- Task description -
How many lines in the records below contain the word "check"? State only that number.

- Stored data -
☆ ☆ ☆ ☆ ☆ ☆ ☆
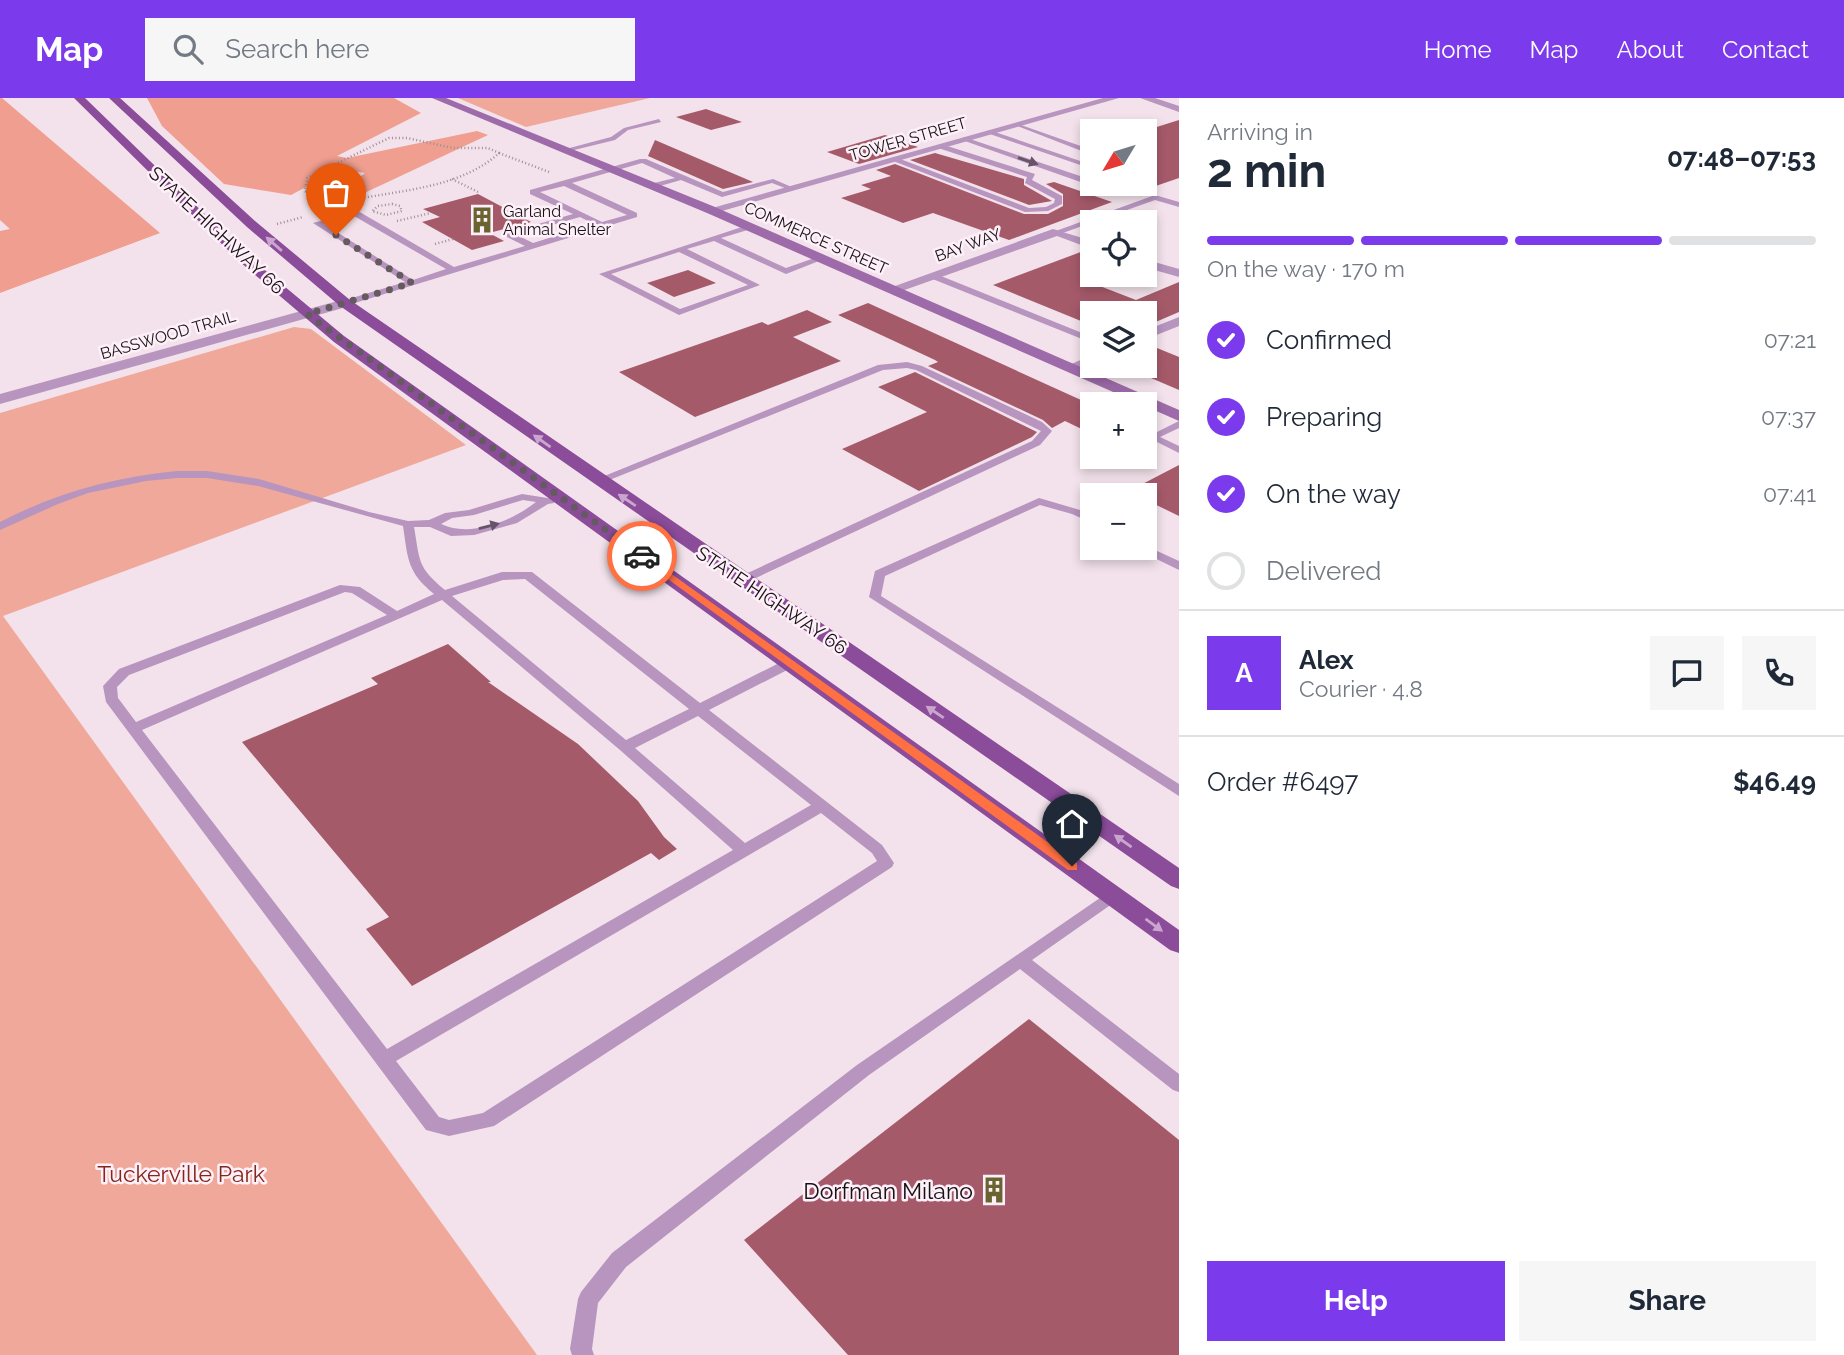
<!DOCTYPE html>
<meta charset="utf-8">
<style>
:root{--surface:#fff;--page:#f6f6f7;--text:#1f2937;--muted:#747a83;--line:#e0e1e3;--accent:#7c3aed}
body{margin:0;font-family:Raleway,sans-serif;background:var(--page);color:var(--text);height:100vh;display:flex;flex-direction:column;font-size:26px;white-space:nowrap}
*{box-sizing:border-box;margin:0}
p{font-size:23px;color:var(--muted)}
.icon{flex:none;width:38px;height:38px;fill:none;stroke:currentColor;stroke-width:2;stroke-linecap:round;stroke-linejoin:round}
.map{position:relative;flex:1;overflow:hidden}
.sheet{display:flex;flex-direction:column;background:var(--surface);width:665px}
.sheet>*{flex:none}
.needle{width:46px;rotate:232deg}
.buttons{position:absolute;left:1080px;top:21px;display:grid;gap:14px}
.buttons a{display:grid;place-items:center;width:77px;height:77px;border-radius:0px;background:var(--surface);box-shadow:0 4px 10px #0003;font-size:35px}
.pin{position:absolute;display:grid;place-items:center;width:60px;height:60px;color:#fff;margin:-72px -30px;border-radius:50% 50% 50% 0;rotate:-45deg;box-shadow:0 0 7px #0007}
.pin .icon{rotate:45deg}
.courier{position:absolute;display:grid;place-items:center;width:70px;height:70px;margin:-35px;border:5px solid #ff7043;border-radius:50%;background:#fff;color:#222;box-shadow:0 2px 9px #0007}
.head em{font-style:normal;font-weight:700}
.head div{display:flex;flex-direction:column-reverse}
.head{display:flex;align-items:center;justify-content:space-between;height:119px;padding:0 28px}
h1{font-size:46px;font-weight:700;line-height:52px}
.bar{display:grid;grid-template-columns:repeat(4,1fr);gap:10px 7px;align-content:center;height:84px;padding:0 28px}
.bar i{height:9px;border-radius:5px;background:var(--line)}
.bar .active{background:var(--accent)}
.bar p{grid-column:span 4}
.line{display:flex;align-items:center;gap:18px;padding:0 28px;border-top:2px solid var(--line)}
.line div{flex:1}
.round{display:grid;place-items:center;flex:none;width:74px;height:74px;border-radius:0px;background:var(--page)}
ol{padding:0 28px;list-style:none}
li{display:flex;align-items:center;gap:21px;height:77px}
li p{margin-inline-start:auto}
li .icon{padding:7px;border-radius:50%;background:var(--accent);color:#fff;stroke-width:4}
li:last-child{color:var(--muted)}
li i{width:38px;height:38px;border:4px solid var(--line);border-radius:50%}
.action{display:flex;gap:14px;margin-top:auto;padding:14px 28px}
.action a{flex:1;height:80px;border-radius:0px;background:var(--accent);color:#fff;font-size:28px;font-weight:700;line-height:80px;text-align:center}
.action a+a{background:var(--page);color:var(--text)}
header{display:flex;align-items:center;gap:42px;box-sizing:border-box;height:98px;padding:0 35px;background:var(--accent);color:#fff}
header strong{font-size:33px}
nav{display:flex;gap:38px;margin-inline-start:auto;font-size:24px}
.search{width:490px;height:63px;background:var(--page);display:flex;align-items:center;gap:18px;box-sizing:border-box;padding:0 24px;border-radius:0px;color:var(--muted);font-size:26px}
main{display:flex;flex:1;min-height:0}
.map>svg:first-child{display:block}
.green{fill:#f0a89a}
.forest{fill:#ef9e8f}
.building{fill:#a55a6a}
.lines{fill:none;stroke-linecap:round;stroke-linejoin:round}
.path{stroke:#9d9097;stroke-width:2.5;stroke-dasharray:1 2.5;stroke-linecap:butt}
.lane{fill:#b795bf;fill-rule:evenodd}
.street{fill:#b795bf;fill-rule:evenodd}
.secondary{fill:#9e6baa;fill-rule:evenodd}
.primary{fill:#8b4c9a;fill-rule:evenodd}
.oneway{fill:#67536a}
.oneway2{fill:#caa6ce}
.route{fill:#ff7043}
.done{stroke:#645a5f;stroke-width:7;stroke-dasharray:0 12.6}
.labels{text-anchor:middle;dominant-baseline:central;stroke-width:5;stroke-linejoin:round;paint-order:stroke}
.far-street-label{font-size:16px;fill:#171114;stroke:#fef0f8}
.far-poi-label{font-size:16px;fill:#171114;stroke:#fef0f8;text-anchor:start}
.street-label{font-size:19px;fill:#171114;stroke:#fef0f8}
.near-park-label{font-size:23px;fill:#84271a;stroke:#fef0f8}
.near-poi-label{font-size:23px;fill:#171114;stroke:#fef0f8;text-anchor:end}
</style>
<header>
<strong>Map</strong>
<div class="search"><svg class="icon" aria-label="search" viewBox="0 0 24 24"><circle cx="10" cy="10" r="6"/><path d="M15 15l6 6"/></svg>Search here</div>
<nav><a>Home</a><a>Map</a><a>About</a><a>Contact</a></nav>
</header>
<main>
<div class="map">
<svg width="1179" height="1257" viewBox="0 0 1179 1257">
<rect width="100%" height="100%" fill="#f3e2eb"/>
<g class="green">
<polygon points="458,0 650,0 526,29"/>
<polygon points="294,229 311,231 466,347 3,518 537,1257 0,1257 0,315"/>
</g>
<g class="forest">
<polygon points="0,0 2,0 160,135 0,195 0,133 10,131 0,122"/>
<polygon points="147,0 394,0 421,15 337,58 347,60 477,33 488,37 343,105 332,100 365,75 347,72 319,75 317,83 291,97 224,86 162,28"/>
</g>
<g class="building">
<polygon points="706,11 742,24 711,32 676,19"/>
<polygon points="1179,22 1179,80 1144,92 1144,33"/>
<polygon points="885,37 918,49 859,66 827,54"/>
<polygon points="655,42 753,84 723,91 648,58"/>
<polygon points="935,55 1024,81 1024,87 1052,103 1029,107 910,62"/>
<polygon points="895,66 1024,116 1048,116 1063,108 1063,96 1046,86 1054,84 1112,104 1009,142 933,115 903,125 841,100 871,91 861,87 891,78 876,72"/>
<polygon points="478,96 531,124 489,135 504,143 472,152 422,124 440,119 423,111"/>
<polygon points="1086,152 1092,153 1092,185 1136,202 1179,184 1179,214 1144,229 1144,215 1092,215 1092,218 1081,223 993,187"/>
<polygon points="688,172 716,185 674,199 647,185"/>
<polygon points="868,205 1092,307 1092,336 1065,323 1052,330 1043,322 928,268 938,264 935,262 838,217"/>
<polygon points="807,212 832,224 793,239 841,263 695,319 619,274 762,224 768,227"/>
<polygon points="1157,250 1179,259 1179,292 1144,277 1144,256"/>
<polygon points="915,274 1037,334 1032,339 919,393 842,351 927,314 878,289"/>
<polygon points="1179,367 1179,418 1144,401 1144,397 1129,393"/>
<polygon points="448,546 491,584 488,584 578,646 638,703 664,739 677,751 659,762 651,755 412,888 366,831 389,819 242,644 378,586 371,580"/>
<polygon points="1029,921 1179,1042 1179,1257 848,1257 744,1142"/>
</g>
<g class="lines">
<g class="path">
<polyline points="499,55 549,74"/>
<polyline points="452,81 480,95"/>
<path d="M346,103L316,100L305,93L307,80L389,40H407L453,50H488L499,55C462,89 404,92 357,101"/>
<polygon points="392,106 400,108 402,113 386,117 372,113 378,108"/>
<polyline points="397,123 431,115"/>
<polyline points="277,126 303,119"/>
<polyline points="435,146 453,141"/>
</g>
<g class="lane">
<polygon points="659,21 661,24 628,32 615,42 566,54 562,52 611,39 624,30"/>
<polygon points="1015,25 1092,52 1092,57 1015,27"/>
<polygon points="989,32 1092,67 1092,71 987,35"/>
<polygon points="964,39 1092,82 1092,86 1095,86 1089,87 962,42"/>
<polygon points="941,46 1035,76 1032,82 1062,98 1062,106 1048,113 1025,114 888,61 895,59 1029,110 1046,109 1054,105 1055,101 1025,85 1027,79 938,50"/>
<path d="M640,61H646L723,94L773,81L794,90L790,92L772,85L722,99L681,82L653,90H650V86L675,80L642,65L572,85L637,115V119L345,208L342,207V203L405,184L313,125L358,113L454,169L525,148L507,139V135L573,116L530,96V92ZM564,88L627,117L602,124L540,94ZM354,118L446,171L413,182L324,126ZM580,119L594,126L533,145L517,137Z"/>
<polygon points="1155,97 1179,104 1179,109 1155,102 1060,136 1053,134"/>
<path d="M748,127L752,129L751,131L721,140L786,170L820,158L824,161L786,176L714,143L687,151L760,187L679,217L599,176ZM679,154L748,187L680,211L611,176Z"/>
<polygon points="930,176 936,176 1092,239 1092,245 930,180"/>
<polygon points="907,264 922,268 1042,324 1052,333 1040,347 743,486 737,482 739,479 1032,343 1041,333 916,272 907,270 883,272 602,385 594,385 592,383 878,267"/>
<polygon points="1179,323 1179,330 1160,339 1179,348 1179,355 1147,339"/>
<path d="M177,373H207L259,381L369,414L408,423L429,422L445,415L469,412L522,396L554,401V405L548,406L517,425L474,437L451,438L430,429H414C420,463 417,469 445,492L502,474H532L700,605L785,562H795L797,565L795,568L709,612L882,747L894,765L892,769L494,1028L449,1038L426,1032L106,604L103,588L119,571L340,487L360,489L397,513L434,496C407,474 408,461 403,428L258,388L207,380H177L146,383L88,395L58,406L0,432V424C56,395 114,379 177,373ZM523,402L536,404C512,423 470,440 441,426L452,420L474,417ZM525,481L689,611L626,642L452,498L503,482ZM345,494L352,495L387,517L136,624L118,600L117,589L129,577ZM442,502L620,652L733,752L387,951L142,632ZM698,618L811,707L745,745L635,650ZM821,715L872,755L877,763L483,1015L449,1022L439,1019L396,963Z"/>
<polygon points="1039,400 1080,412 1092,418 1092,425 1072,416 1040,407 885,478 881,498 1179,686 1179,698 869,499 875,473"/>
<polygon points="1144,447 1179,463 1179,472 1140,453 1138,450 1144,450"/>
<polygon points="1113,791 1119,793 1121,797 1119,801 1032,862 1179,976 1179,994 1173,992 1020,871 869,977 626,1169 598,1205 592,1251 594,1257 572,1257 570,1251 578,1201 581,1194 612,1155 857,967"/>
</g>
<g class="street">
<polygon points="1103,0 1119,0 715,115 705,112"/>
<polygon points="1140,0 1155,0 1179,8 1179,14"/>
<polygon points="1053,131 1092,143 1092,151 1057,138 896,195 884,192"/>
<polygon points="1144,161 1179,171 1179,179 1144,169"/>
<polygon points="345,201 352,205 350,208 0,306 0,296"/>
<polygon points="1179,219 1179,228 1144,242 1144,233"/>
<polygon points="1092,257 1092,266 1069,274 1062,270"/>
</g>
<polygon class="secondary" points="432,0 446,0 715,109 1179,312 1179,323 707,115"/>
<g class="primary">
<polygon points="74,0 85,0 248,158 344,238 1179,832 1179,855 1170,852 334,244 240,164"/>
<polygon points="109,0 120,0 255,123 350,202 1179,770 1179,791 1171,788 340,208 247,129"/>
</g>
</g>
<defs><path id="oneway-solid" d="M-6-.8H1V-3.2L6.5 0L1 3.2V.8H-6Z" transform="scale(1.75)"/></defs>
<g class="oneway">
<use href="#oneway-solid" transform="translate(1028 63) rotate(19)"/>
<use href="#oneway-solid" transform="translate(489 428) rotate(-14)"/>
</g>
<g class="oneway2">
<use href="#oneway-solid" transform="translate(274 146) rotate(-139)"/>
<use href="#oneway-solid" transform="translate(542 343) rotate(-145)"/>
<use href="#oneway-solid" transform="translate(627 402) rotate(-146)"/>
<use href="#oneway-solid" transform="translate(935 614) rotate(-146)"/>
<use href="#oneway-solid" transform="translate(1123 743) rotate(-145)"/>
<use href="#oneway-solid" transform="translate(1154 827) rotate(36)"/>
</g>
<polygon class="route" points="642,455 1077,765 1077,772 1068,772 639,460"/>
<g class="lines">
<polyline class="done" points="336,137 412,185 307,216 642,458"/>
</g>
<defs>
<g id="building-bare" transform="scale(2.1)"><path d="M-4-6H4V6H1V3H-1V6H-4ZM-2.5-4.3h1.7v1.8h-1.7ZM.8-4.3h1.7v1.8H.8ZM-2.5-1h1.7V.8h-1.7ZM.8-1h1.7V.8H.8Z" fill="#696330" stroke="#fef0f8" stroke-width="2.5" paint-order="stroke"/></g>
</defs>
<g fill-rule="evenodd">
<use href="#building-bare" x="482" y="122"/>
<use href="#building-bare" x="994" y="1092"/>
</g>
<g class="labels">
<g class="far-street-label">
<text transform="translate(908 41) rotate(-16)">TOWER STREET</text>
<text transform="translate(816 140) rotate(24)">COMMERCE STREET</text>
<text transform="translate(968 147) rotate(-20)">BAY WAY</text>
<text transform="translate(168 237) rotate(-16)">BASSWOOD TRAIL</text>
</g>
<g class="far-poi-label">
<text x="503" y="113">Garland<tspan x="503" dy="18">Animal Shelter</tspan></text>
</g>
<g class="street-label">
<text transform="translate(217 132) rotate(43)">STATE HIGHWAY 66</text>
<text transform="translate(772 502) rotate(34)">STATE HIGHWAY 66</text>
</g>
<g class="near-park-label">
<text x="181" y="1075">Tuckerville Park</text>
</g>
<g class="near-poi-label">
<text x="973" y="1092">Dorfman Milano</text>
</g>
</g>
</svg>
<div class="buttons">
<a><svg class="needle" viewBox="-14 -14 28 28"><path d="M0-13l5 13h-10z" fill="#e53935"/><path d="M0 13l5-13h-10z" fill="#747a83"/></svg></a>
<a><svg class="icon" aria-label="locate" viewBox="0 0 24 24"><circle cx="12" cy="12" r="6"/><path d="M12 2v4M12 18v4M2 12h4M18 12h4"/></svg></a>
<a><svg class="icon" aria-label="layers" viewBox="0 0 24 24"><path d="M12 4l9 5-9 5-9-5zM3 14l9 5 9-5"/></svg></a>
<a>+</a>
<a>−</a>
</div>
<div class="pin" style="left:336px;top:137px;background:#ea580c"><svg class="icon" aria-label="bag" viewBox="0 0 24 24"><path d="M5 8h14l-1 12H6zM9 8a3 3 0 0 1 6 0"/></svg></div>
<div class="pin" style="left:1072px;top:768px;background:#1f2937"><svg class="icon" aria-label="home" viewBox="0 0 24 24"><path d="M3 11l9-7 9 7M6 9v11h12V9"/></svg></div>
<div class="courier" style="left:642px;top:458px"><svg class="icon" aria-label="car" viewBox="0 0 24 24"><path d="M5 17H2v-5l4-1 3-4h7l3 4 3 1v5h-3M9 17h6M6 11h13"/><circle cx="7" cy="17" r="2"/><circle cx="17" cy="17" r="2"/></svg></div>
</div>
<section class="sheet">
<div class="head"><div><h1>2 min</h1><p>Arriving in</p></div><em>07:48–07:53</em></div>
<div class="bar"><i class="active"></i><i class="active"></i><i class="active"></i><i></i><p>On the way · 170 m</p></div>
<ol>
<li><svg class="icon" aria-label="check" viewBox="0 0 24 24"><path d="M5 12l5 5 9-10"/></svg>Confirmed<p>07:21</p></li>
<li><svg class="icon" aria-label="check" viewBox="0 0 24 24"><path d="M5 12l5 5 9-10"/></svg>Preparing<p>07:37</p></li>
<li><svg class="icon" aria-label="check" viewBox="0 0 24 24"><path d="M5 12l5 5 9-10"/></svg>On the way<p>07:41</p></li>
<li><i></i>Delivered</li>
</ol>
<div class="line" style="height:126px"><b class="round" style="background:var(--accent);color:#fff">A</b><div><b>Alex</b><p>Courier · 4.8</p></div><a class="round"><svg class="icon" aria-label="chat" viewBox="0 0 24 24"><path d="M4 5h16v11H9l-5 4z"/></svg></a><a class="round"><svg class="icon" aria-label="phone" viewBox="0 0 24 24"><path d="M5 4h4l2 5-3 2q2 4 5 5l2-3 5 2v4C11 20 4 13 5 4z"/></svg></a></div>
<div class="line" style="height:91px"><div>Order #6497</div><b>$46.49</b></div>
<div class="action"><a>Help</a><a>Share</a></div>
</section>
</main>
☆ ☆ ☆ ☆ ☆ ☆ ☆
- Task solution -
3